◆ Source material ◆
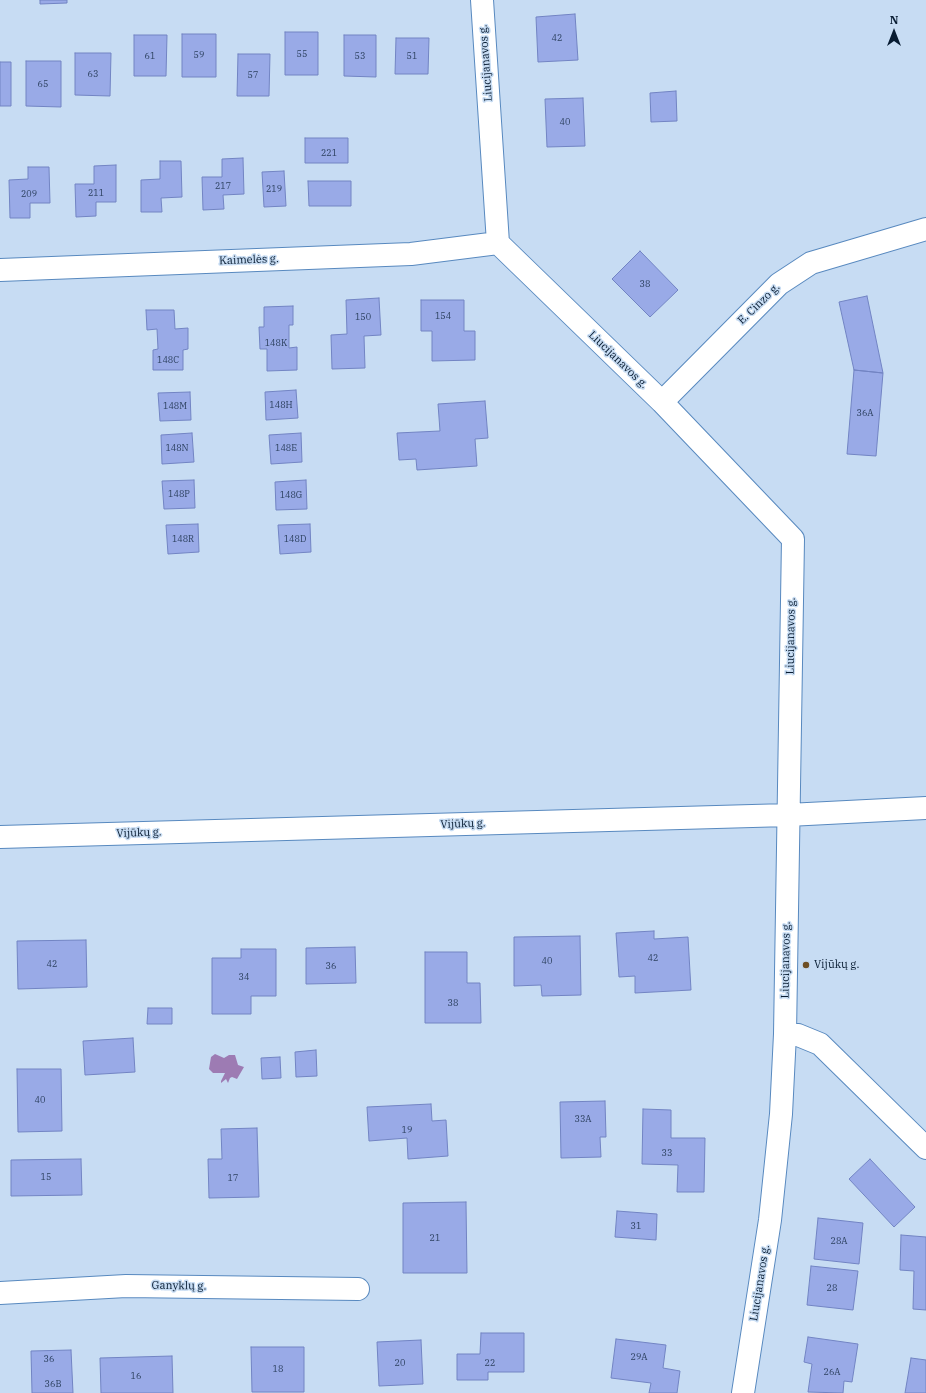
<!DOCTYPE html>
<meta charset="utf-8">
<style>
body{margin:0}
#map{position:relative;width:926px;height:1393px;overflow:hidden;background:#c7dcf3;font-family:"IBM Plex Serif",serif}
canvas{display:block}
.north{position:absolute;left:874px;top:12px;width:40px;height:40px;-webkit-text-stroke:3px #c7dcf3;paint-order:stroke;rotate:0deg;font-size:11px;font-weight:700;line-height:16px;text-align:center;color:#081c32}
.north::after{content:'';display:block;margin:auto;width:14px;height:18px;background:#081c32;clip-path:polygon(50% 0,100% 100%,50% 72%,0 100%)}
</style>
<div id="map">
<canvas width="926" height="1393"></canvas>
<div class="north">N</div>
</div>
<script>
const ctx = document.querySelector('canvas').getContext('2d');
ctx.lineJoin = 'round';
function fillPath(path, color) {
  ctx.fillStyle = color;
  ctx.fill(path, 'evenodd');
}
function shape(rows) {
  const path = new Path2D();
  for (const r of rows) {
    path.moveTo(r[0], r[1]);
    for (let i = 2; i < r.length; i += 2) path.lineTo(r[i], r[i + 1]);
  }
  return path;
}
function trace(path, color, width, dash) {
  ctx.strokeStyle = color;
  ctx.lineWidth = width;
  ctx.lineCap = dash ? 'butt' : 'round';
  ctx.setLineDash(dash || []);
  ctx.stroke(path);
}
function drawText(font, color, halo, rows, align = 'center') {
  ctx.font = font + ' "IBM Plex Serif",serif';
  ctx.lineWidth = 3;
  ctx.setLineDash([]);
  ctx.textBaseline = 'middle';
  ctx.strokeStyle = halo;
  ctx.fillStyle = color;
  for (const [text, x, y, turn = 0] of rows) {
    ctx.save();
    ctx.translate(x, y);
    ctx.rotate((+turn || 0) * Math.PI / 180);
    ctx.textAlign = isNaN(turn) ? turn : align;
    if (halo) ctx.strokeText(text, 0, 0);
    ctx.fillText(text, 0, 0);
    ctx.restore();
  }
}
fillPath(shape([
 [215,1054,224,1058,229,1055,235,1055,238,1065,244,1067,237,1079,232,1077,230,1078,228,1083,226,1079,221,1083,221,1081,225,1073,213,1073,209,1069,211,1057]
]), '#9d7bb3');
const building = shape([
 [40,0,67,0,67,3,40,4,40,0],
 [575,14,578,60,538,62,536,17,575,14],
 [285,32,318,32,318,75,285,75,285,32],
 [182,34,216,34,216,77,182,77,182,34],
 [134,35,167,35,166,76,134,76,134,35],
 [344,35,376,35,376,77,344,76,344,35],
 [396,38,429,38,428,74,395,74,396,38],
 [75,53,111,53,110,96,75,95,75,53],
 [238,54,270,54,269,96,237,96,238,54],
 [26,61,61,61,61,107,26,106,26,61],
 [0,62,11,62,11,106,0,106,0,62],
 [676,91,677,121,651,122,650,93,676,91],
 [583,98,585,146,547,147,545,99,583,98],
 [305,138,348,138,348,163,305,163,305,138],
 [243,158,244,194,223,195,224,209,203,210,202,177,222,177,222,159,243,158],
 [160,161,181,161,182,197,161,198,162,212,141,212,141,180,160,179,160,161],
 [116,165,116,202,96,202,96,216,76,217,75,184,94,184,94,166,116,165],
 [28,167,49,167,50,203,30,203,30,218,10,218,9,180,28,179,28,167],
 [284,171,286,206,264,207,262,172,284,171],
 [308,181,351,181,351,206,309,206,308,181],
 [640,251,678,290,650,317,612,279,640,251],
 [867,296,883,373,854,370,839,302,867,296],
 [379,298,381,335,364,336,365,368,332,369,331,335,347,334,346,300,379,298],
 [421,300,464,300,464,331,475,331,475,360,432,361,432,331,421,331,421,300],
 [293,306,293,325,289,325,289,348,297,347,297,370,267,371,267,349,260,349,259,327,264,327,264,307,293,306],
 [146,310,174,310,175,329,188,328,188,349,183,350,183,370,153,370,153,350,158,349,157,329,147,330,146,310],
 [854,370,883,373,876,456,847,454,854,370],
 [296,390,298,418,266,420,265,392,296,390],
 [190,392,191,420,160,421,158,393,190,392],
 [485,401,488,438,475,439,477,466,417,470,416,459,399,460,397,433,440,431,438,404,485,401],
 [192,433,194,462,162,464,161,435,192,433],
 [301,433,302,462,271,464,269,435,301,433],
 [194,480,195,508,164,509,162,481,194,480],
 [306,480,307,509,276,510,275,482,306,480],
 [198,524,199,552,168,554,166,525,198,524],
 [310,524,311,552,280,554,278,525,310,524],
 [654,931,654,939,688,937,691,990,635,993,635,976,619,977,616,933,654,931],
 [580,936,581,995,542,996,541,985,514,986,514,937,580,936],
 [86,940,87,987,18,989,17,941,86,940],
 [355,947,356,983,306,984,306,948,355,947],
 [241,949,276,949,276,996,251,996,251,1014,212,1014,212,958,241,958,241,949],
 [425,952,467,952,467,983,480,983,481,1023,425,1023,425,952],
 [148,1008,172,1008,172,1024,147,1024,148,1008],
 [133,1038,135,1072,85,1075,83,1041,133,1038],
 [316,1050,317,1076,296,1077,295,1052,316,1050],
 [280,1057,281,1078,262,1079,261,1058,280,1057],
 [17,1069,61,1069,62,1131,18,1132,17,1069],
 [605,1101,606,1137,600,1137,601,1157,561,1158,560,1102,605,1101],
 [431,1104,432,1121,446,1120,448,1156,408,1159,407,1138,369,1141,367,1107,431,1104],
 [643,1109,671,1110,671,1138,705,1138,704,1192,677,1192,678,1165,642,1164,643,1109],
 [257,1128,259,1197,209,1198,208,1159,222,1159,221,1129,257,1128],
 [81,1159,82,1195,11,1196,11,1160,81,1159],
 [870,1159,915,1207,894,1227,849,1179,870,1159],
 [466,1202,467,1273,403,1273,403,1203,466,1202],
 [617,1211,657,1214,656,1240,615,1237,617,1211],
 [818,1218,863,1223,859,1264,814,1259,818,1218],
 [901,1235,926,1237,926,1310,913,1309,914,1271,900,1270,901,1235],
 [811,1266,858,1271,853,1310,807,1305,811,1266],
 [481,1333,524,1333,524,1372,488,1372,488,1380,457,1380,457,1354,480,1354,481,1333],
 [808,1337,858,1344,852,1382,844,1381,843,1393,808,1392,812,1364,804,1362,808,1337],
 [616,1339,666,1345,663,1368,680,1371,677,1393,649,1393,651,1383,611,1378,616,1339],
 [421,1340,423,1384,379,1386,377,1342,421,1340],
 [251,1347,304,1347,304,1392,252,1392,251,1347],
 [71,1350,73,1393,32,1393,31,1351,71,1350],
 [172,1356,173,1393,101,1393,100,1358,172,1356],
 [911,1358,926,1360,926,1393,905,1393,911,1358]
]);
fillPath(building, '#99aae7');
trace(building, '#7284c3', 1);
const minor = shape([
 [482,0,498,243,662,402,793,539,785,1034,781,1114,770,1220,743,1393],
 [0,270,411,254,498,243],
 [662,402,779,284,811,263,926,229],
 [0,837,788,815,926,808],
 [785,1034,798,1035,820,1044,926,1148],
 [0,1293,126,1286,358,1289]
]);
trace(minor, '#5889bf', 24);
trace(minor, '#fff', 22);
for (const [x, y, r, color] of [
 [806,965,4,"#6e4f25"]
]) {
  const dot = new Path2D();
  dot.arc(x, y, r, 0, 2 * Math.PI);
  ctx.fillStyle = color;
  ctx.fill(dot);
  trace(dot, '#c7dcf3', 1.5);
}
drawText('9px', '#2c405f', null, [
 ["42",557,38],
 ["55",302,54],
 ["59",199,55],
 ["61",150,56],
 ["53",360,56],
 ["51",412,56],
 ["63",93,74],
 ["57",253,75],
 ["65",43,84],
 ["40",565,122],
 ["221",329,153],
 ["217",223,186],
 ["219",274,189],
 ["211",96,193],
 ["209",29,194],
 ["38",645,284],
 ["154",443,316],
 ["150",363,317],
 ["148K",276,343],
 ["148C",168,360],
 ["148H",281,405],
 ["148M",175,406],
 ["36A",865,413],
 ["148N",177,448],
 ["148E",286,448],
 ["148P",179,494],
 ["148G",291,495],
 ["148R",183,539],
 ["148D",295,539],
 ["42",653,958],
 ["40",547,961],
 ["42",52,964],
 ["36",331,966],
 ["34",244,977],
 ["38",453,1003],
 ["40",40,1100],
 ["33A",583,1119],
 ["19",407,1130],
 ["33",667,1153],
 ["15",46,1177],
 ["17",233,1178],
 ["31",636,1226],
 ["21",435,1238],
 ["28A",839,1241],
 ["28",832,1288],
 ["29A",639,1357],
 ["36",49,1359],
 ["20",400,1363],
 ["22",490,1363],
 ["18",278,1369],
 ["26A",832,1372],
 ["16",136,1376],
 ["36B",53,1384]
]);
drawText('11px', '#081c32', '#c7dcf3', [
 ["Liucijanavos g.",486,63,-94],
 ["Kaimelės g.",249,260,-2],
 ["E. Cinzo g.",759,304,-44],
 ["Liucijanavos g.",618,360,44],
 ["Liucijanavos g.",791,636,-89],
 ["Vijūkų g.",463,824,-2],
 ["Vijūkų g.",139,833,-2],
 ["Liucijanavos g.",786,960,-89],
 ["Liucijanavos g.",760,1283,-81],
 ["Ganyklų g.",179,1286,1]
]);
drawText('11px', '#081c32', '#c7dcf3', [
 ["Vijūkų g.",814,965]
], 'left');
</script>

◆ Problem statement ◆
Anywhere the listing shows the word "function", copy the full line.

◆ Exercise output ◆
function fillPath(path, color) {
function shape(rows) {
function trace(path, color, width, dash) {
function drawText(font, color, halo, rows, align = 'center') {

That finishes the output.